SANDRA KURTZIG
By 1983, ASK was the fastest-growing software company and the eleventh-fastest-growing public company in the country.II From just under 100 employees and 150 customers at its 1981 IPO, ASK had shot to 350 employees and 700 customers. During the same period, its revenues zoomed from $13 million to $65 million and its profits from $1.6 million to $6.1 million. MANMAN blossomed from one stand-alone product with six modules to ten integrated products comprising thirty-three modules, compatible with VisiCalc and the ever-more-popular Lotus 1-2-3 spreadsheet program.1
Kurtzig now moved among Silicon Valley’s elite. A poll of analysts named her one of the top three CEOs in the software industry. Working Woman magazine called her the “Queen of Silicon Valley.”2 At her beautiful, sprawling new home in the rolling hills near Sand Hill Road, she hosted parties attended by Steve Jobs and Don Valentine. She dated California governor Jerry Brown.
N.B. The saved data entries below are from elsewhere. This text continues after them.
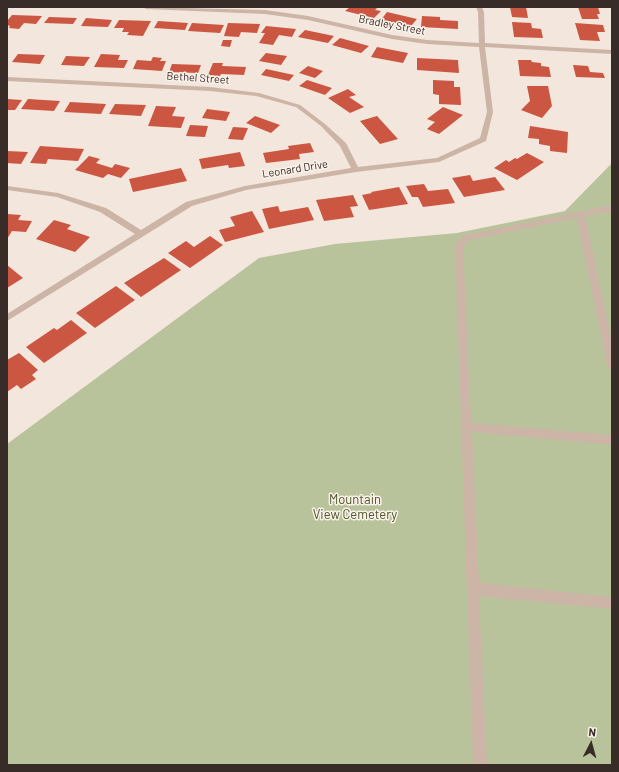 <!DOCTYPE html>
<html>
<head>
<meta charset="utf-8">
<style>
  body { margin:0 }
  #map { position:relative; width:619px; height:772px; overflow:hidden; background:#f3e6dc; font-family:Barlow,sans-serif }
  canvas { display:block }
  .frame { position:absolute; inset:0; border:8px solid #382c28; pointer-events:none }
  .north { position:absolute; left:571px; top:724px; width:40px; height:40px; -webkit-text-stroke:3px #faf1e9; paint-order:stroke; rotate:6deg; font-size:11px; font-weight:700; line-height:16px; text-align:center; color:#382c28 }
  .north::after { content:''; display:block; margin:auto; width:14px; height:18px; background:#382c28; clip-path:polygon(50% 0,100% 100%,50% 72%,0 100%) }
</style>
</head>
<body>
<div id="map">
<canvas width="619" height="772"></canvas>
<div class="frame"></div>
<div class="north">N</div>
</div>
<script>
const ctx = document.querySelector('canvas').getContext('2d');
ctx.lineJoin = 'round';
function fillPath(path, color) { ctx.fillStyle = color; ctx.fill(path, 'evenodd'); }
const toPath = rows => new Path2D(rows.map(r => 'M' + r).join(''));
function write(font, color, halo, rows, align = 'center') {
  ctx.font = font + ' Barlow,sans-serif'; ctx.lineWidth = 3; ctx.setLineDash([]); ctx.textBaseline = 'middle'; ctx.strokeStyle = halo; ctx.fillStyle = color; for (const [text, x, y, turn = 0] of rows) {
    ctx.save(); ctx.translate(x, y); ctx.rotate((+turn || 0) * Math.PI / 180); ctx.textAlign = isNaN(turn) ? turn : align; if (halo) ctx.strokeText(text, 0, 0); ctx.fillText(text, 0, 0); ctx.restore();
  }
}
fillPath(toPath([
  [612,163,612,765,7,765,7,444,259,258,335,244,457,233,565,211]
]), '#b9c39b');
fillPath(toPath([
  [350,7,378,7,375,10,381,11,374,18,345,11],
  [510,7,526,7,528,18,512,17],
  [578,7,598,7,600,14,597,14,599,19,582,19],
  [387,12,417,19,411,26,381,20],
  [12,15,42,16,36,24,24,23,19,29,9,28,10,26,7,25,7,21],
  [422,16,440,17,440,20,458,21,458,29,421,27],
  [49,17,77,18,73,24,44,23],
  [86,18,112,20,108,27,81,26],
  [119,20,151,21,143,36,127,35,129,32,122,32,124,28,114,28],
  [158,21,188,23,185,30,154,28],
  [512,22,531,23,532,28,541,29,543,38,514,37],
  [192,23,224,25,220,33,188,31],
  [228,23,260,24,257,33,241,32,239,37,224,36],
  [575,23,603,25,605,32,597,32,600,41,580,40],
  [266,26,296,29,292,37,279,35,273,45,259,43,265,33,261,33],
  [305,30,334,36,328,43,298,37],
  [340,38,369,46,361,53,332,45],
  [223,40,232,40,230,47,221,46],
  [377,47,408,53,403,63,371,57],
  [266,53,287,56,281,65,259,61],
  [18,54,45,55,40,64,12,62],
  [101,54,120,55,118,60,128,60,124,68,94,67],
  [66,56,90,57,84,66,61,65],
  [153,57,162,58,160,61,166,61,162,71,133,69,137,60,151,61],
  [417,58,458,60,459,73,417,70],
  [518,60,531,60,532,62,541,63,541,66,549,67,551,77,520,76],
  [213,63,223,63,222,66,246,67,244,75,221,74,220,76,208,75],
  [172,64,201,65,198,73,169,72],
  [573,65,588,66,590,72,603,73,605,78,576,77],
  [308,66,323,71,315,78,299,73],
  [266,69,294,75,289,81,261,75],
  [307,80,332,88,325,95,299,86],
  [433,80,454,81,454,87,460,87,461,105,439,104,439,95,433,94],
  [527,86,548,86,552,106,542,118,521,110,530,101],
  [348,89,356,95,349,97,364,107,350,113,328,98],
  [7,99,22,100,15,110,7,110],
  [28,99,60,101,54,111,21,109],
  [70,102,106,104,101,114,64,112],
  [115,104,146,105,141,116,109,114],
  [156,106,176,107,172,116,185,117,181,128,148,126],
  [443,107,463,115,439,134,427,129,435,122,427,119],
  [207,109,230,112,226,121,202,118],
  [255,116,280,125,271,133,246,123],
  [377,116,398,139,380,144,360,121],
  [190,125,208,126,205,137,186,136],
  [530,126,568,132,567,153,550,151,550,146,539,144,539,139,528,138],
  [233,127,248,128,243,140,228,139],
  [310,143,314,152,299,154,300,159,266,163,263,153,289,149,288,146],
  [40,146,84,149,78,161,48,159,46,164,30,163],
  [7,151,28,152,21,164,7,163],
  [240,152,245,166,229,168,228,165,202,169,199,159],
  [527,153,544,162,517,180,494,168,506,160,509,162,515,158,517,159],
  [89,156,100,159,96,163,112,168,115,164,130,168,121,178,108,174,103,178,75,170],
  [181,168,187,181,133,192,129,179],
  [470,175,473,181,495,177,505,190,464,197,452,178],
  [424,184,428,191,448,189,455,203,423,207,418,197,412,197,406,186],
  [399,187,408,204,369,210,362,195,372,193,371,192],
  [353,195,358,206,350,207,354,217,324,221,316,200],
  [278,206,280,212,308,207,314,220,269,229,262,209],
  [252,211,264,232,225,242,219,230,235,226,230,217],
  [7,214,21,215,18,220,32,221,26,232,12,231,7,239],
  [54,220,71,225,67,229,90,237,75,252,36,239],
  [210,236,223,245,190,268,168,253,186,241,194,247],
  [164,258,181,270,141,297,124,283],
  [7,265,23,278,7,288],
  [116,286,135,300,95,328,76,313],
  [71,320,87,333,44,363,26,347,54,328,57,330],
  [19,353,38,370,32,375,36,379,21,389,17,385,7,392,7,360]
]), '#cb5642');
fillPath(toPath([
  [612,205,612,211,585,216,612,343,612,369,609,368,607,365,577,218,469,240,463,246,471,423,612,435,612,445,472,432,479,583,612,597,612,609,479,596,487,765,473,765,455,245,463,236,466,235,612,205]
]), '#ccb4a7');
fillPath(toPath([
  [143,7,265,10,308,16,392,35,427,40,479,43,478,12,476,7,482,7,484,12,485,43,612,50,612,54,485,47,493,112,486,141,439,162,356,172,246,190,192,206,7,321,7,314,135,234,100,212,57,197,7,190,7,186,58,193,106,208,141,230,186,202,245,186,351,168,340,146,321,126,296,107,256,96,210,91,7,81,7,77,210,87,259,93,300,105,325,124,346,143,358,167,437,158,480,138,487,112,479,47,427,44,392,39,308,20,265,14,146,9,143,7]
]), '#ccb4a7');
write('11px', '#382c28', '#faf1e9', [
  ["Bradley Street",392,25,11],
  ["Bethel Street",198,78,4],
  ["Leonard Drive",295,169,-9]
]);
write('13px', '#4b572b', '#faf1e9', [
  ["Mountain",355,500],
  ["View Cemetery",355,515]
]);
</script>
</body>
</html>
She and Tom Lavey folded ASK into the heart of the Silicon Valley ecosystem she had spent so much of her early career outside of. They targeted the rising generation of entrepreneurs as customers. Lavey assigned someone full-time to work with venture capitalists and bankers, so the financiers would be more likely to recommend ASK’s services to promising young companies. ASK landed one of its biggest clients thanks to this outreach, when a banker phoned Lavey to say that he had just left a meeting with a startup that planned to build computers. “I said that before they bought anything, they needed to call ASK,” the banker told Lavey.3
Lavey had a sales person at the company, Compaq Computer, the next morning.I Compaq became a customer on ASKNET, the remote computing service that Lavey and Kurtzig had designed to allow customers access to MANMAN software without the up-front cost of a hardware purchase. Lavey estimates that Compaq accounted for $100 million in revenues to ASK over the next years.4
Kurtzig, whose first purchase for her company had been a filing cabinet, wanted an ASK system to be “the first thing people bought after they got funded.” She mimed plucking an investor’s check from an entrepreneur’s hand: “Don’t let the ink get too dry on that!”5
ASK’s customer list included some of the most exciting names in high technology in the 1980s, including Cisco, Seagate, and Sun Microsystems, as well as Compaq. At the important American Electronics Association conference at the Del Monte Hyatt in Monterey, Kurtzig sent every one of ASK’s customers a dozen long-stemmed roses to display in their rooms while they met with investors. “I could do that because I was a woman,” Kurtzig says, adding that every bouquet served as an advertisement. Investors would ask companies without the flowers, “Why aren’t you a customer of ASK?”6
Kurtzig kept her team together for years, even though many of ASK’s employees lacked the large stock option grants with delayed vesting that serve as “golden handcuffs” to keep even wealthy employees tethered to companies after a successful IPO. The ribbing about Kurtzig’s wealth persisted. A joke video shot in Kurtzig’s office in 1983 shows a woman’s hands dumping a purse on her desk. As hundreds of dollar bills spill onto the wood, the hands dig through the pile to retrieve a bottle of nail polish. One hand begins painting the nails on the other, and when a bit of polish bleeds onto a cuticle, the hand grabs a bill as if it were a tissue and uses the money to wipe away the smear. When the nails look good, the hands begin shoving the bills off Kurtzig’s desk, into her trash can. Through it all, the chorus of Donna Summer’s “She Works Hard for the Money” blares in the background.7
The hands were not Kurtzig’s, but she played along with the joke. The sequence ends with Kurtzig, her fingernails perfectly polished, faking a phone call for the camera and laughing.
I. The analyst-turned-venture-capitalist Ben Rosen had funded Compaq and would chair its board for eighteen years.
II. Altos Computer Systems (no relation to the PARC Alto) was the second fastest growing; Bushnell’s Pizza Time Theatre (filled with video games and singing electronic characters) ranked third; and Apple ranked fifth.